Advise and Consent
- houseofhonor2021
- May 15
- 2 min read
When it comes to advice, it is better to give than to receive. Advice is cheap, requires little effort to give, and is easily washed off your hands. It doesn’t always require much thought. As long as you’re not easily offended, there is even an upside to your advice being rejected.
As an Air Force crew chief, minister, and registered nurse, I’ve given a great deal of advice, most of which was quickly rejected. I didn’t mind because rejection is absolution from responsibility. When I became a writer, I found it necessary to take more advice than I gave. There were two reasons for that turn of events.

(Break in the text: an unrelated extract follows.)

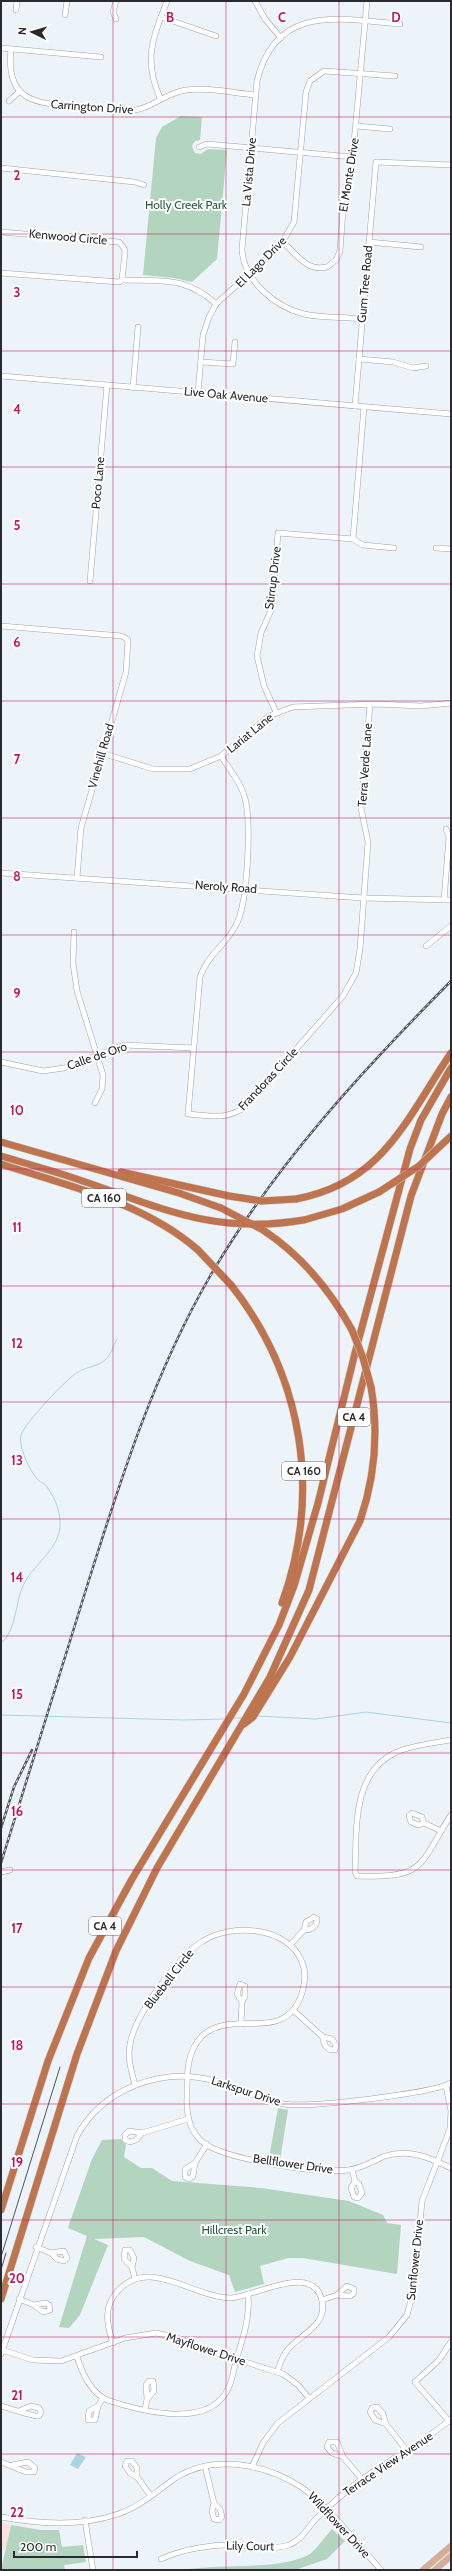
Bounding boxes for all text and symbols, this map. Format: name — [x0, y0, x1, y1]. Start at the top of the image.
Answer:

First of all, there was a knowledge/experience gap. I had never written any fiction longer than a couple thousand words, and none meant for anyone else to read for enjoyment. A teacher’s grade for technical correctness and a reader’s emotional reaction are worlds apart, and the difference between a student and a professional writer.
I read other writers’ opinions that there are no rules to writing. I would advise them to rethink that opinion. Yes, there are famous authors who told rather than showed, never met a verb that didn’t need an adverb, wrote things they didn’t know, and broke every other rule imaginable. I am confident they did not do so for lack of knowledge.
The other reason has more to do with human nature than rules and skill. According to the women who know them best, men are notorious for having selective hearing. I offer no counter-argument and have learned not to provide an explanation for why it is so. When it comes to seeing our own faults, both sexes are equally at fault. We are blind to our own mistakes…like the ones saying to themselves, “Not me”, right about now.
One of the pluses to self-publishing is that you are in complete control. Being in complete control is also the greatest drawback to self-publishing. I’ve stared my mistakes in the face and not been able to see them. Listening to advice provides another set of eyes and a chance to re-evaluate. That’s much harder to do and not nearly as enjoyable.